Re: Clarification sought on execute_array

Tim Bunce Thu, 20 Jan 2011 01:55:52 -0800

On Wed, Jan 19, 2011 at 10:25:05PM +0000, Martin J. Evans wrote:
> On 19/01/2011 11:47, Tim Bunce wrote:
> >
> >- I think it's reasonable for execute_array() and execute_for_fetch()
> >     to return an error (ie err() true and so trigger RaiseError etc.)
> >     if execution of any of the tuples encountered an error.


Umm. I take that back. I suggest we change the spec from:

    When called in scalar context the execute_array() method returns the
    number of tuples executed, or undef if an error occurred.
    Like execute(), a successful execute_array() always returns true
    regardless of the number of tuples executed, even if it's zero.
    If there were any errors the ArrayTupleStatus array can be used to
    discover which tuples failed and with what errors.

to either (new or changed text in capitals):

a:  When called in scalar context the execute_array() method returns the
    number of tuples executed INCLUDING ANY TUPLES WHICH FAILED,
    or undef if an error occurred THAT PREVENTED NORMAL OPERATION OF THE
    METHOD. THE FAILURE OF SOME OR ALL TUPLES IS NOT REGARDED AS AN ERROR.
    Like execute(), a successful execute_array() always returns true
    regardless of the number of tuples executed, even if it's zero.
    If there were any errors the ArrayTupleStatus array can be used to
    discover which tuples failed and with what errors.

or

b:  When called in scalar context the execute_array() method returns the
    number of tuples executed IF ALL ARE SUCCESSFUL. IF ANY TUPLES
    ENCOUNTER AN ERROR THEN execute_array() RETURNS UNDEF.
    Like execute(), a successful execute_array() always returns true
    regardless of the number of tuples executed, even if it's zero.
    If there were any errors the ArrayTupleStatus array can be used to
    discover which tuples failed and with what errors.

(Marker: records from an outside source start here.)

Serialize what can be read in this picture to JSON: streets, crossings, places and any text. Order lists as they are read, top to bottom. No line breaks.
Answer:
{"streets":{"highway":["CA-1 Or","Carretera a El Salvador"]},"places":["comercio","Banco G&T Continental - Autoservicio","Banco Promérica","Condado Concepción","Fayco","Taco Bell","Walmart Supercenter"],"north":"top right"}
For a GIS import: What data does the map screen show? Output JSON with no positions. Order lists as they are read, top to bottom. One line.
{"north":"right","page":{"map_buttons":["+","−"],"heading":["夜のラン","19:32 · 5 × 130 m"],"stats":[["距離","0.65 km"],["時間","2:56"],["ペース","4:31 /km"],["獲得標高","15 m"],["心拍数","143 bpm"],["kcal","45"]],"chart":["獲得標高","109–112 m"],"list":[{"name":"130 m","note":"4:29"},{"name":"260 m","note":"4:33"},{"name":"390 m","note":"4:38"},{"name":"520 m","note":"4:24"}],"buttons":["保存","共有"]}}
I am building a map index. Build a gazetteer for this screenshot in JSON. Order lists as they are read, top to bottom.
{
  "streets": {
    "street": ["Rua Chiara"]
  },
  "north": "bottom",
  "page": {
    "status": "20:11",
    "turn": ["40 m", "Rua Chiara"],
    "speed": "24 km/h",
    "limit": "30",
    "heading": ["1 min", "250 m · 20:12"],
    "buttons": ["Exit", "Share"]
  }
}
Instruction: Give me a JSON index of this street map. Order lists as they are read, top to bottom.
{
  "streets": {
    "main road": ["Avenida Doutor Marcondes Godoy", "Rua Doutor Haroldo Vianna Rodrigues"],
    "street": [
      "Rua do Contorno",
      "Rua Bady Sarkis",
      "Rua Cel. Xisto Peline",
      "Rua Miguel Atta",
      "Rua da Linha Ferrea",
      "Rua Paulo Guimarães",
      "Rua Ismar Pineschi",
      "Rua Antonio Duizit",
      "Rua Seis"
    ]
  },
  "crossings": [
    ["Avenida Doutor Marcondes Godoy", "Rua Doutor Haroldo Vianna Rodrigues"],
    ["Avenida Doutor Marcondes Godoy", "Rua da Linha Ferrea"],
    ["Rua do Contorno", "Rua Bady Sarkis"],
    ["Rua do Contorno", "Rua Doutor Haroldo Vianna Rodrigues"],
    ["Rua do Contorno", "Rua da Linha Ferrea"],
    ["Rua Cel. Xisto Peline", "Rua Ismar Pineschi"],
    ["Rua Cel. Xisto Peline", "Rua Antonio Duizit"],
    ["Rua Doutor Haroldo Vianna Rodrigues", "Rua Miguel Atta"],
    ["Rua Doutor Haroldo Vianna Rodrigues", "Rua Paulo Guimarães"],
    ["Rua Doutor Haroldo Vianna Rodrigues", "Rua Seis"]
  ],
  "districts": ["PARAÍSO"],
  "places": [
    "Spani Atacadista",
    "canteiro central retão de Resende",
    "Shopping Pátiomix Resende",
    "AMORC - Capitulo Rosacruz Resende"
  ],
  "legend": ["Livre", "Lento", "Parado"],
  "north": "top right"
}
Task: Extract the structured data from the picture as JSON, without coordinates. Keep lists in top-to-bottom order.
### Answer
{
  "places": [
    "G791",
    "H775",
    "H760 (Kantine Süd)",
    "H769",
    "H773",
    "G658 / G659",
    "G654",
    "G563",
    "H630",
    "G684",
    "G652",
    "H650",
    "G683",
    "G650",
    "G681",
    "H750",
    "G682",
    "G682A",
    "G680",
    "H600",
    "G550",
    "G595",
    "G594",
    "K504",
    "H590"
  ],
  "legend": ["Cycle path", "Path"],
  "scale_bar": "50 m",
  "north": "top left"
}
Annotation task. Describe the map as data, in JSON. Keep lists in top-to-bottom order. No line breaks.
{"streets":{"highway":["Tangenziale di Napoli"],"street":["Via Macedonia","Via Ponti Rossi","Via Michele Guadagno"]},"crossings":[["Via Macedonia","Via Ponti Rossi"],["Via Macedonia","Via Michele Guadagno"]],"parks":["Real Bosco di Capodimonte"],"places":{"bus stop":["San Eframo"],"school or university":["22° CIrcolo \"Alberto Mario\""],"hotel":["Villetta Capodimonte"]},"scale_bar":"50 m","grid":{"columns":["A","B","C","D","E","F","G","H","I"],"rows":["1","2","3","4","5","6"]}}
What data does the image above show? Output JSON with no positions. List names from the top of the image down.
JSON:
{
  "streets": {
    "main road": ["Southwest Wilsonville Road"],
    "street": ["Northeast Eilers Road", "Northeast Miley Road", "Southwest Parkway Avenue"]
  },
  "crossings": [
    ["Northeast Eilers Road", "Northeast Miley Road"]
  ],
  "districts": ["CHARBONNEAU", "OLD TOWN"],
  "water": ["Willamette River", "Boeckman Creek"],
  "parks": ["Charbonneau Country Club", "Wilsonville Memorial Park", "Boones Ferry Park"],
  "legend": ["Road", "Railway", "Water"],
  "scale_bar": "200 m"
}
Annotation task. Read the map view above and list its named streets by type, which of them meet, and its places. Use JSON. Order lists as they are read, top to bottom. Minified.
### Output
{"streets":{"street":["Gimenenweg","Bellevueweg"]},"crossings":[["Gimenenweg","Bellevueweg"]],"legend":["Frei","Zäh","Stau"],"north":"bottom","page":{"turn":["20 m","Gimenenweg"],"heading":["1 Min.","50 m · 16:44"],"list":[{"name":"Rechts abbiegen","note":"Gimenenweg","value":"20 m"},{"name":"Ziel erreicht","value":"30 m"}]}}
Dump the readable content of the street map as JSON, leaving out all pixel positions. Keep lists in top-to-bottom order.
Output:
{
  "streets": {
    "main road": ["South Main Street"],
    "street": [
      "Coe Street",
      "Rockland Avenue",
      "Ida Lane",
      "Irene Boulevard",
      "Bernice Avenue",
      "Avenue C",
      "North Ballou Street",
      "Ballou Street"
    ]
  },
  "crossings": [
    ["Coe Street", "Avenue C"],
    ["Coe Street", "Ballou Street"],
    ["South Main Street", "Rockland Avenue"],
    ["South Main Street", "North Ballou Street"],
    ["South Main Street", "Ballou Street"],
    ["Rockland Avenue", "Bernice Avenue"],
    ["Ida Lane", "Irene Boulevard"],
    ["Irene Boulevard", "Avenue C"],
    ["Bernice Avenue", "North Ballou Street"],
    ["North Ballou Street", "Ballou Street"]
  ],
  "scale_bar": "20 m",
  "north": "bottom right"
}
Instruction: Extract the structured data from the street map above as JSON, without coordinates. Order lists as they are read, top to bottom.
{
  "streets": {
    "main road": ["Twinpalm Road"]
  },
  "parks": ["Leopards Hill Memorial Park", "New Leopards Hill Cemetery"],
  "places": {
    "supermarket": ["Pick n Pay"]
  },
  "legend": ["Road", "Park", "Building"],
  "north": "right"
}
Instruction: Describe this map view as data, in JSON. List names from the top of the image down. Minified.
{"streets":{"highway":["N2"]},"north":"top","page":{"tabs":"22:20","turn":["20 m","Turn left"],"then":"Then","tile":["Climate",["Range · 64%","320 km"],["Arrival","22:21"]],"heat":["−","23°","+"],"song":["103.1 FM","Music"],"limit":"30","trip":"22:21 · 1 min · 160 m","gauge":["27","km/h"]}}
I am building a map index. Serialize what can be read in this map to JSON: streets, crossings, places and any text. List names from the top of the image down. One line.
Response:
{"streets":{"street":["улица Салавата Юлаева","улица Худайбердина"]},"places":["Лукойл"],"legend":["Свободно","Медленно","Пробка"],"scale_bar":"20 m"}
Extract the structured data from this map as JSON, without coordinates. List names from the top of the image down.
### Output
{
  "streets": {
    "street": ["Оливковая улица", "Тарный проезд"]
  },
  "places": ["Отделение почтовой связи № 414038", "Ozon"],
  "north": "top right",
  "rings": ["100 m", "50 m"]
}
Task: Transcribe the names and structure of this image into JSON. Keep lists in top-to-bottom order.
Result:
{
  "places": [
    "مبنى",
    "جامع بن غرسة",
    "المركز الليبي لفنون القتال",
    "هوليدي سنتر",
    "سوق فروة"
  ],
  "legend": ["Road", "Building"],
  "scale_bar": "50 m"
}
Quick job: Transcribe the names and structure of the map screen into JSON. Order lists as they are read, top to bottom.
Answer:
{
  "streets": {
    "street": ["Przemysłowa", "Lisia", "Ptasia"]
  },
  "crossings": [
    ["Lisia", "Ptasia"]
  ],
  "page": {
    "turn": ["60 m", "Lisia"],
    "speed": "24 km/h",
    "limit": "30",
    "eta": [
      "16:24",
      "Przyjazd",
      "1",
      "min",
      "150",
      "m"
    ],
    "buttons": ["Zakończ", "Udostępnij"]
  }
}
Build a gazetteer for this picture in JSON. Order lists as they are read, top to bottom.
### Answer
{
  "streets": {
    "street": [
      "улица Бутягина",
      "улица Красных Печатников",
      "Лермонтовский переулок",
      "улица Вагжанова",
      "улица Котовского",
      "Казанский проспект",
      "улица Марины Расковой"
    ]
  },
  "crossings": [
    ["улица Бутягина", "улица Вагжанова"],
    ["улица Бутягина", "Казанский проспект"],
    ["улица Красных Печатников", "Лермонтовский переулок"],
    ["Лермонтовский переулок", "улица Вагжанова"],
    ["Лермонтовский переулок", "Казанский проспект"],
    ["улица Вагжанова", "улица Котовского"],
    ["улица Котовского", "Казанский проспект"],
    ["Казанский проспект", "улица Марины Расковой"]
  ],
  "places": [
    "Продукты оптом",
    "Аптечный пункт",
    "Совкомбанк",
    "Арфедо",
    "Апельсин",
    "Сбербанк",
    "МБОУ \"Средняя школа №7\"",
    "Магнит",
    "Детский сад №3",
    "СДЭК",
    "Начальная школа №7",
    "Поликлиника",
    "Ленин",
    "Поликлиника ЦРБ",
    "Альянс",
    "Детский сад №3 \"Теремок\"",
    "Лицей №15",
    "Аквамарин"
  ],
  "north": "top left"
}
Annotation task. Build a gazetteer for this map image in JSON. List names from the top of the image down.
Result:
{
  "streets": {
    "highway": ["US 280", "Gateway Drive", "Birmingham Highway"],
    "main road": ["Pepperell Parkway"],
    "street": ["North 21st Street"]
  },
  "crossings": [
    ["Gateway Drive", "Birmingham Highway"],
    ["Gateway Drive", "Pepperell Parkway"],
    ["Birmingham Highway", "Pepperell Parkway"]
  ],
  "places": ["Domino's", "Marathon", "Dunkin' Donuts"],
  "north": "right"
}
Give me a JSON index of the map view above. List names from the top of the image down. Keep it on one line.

I prefer (a) but (b) is how the DBI's default execute_array() and
execute_for_fetch() behave, which is obviously significant.

> The way I see it is that if some of the rows in the batch end up in
> the table and some don't I'd expect a warning. However, if 1 or more
> rows fail and no rows end up in the table I don't see any success so
> I'd expect an error. In my example code, 1 row fails but no rows end
> up successful so it is the latter.

Shouldn't the number of rows "failing" and the number not ending up in
the database be the same? Anything else seems like a bug. Or are you
refering to a batch being aborted early?

Regarding the batch being aborted early, how about this new spec?:

    Some databases may abort the batch early after one or more errors.
    In which case the number of elements in ArrayTupleStatus, would be
    less than expected.

(That's assuming we go with (b) above. If (a) then execute_array() would
return the reduced tuple count.)

> It may be a change/bug in the Oracle libraries as I thought when you
> execute a batch all the rows are executed no matter if some fail and
> all successful ones end up in the table.

I wonder if we could run an older DBD::Oracle against an Oracle 9 (say)
database to recreate the (presumably) original behaviour.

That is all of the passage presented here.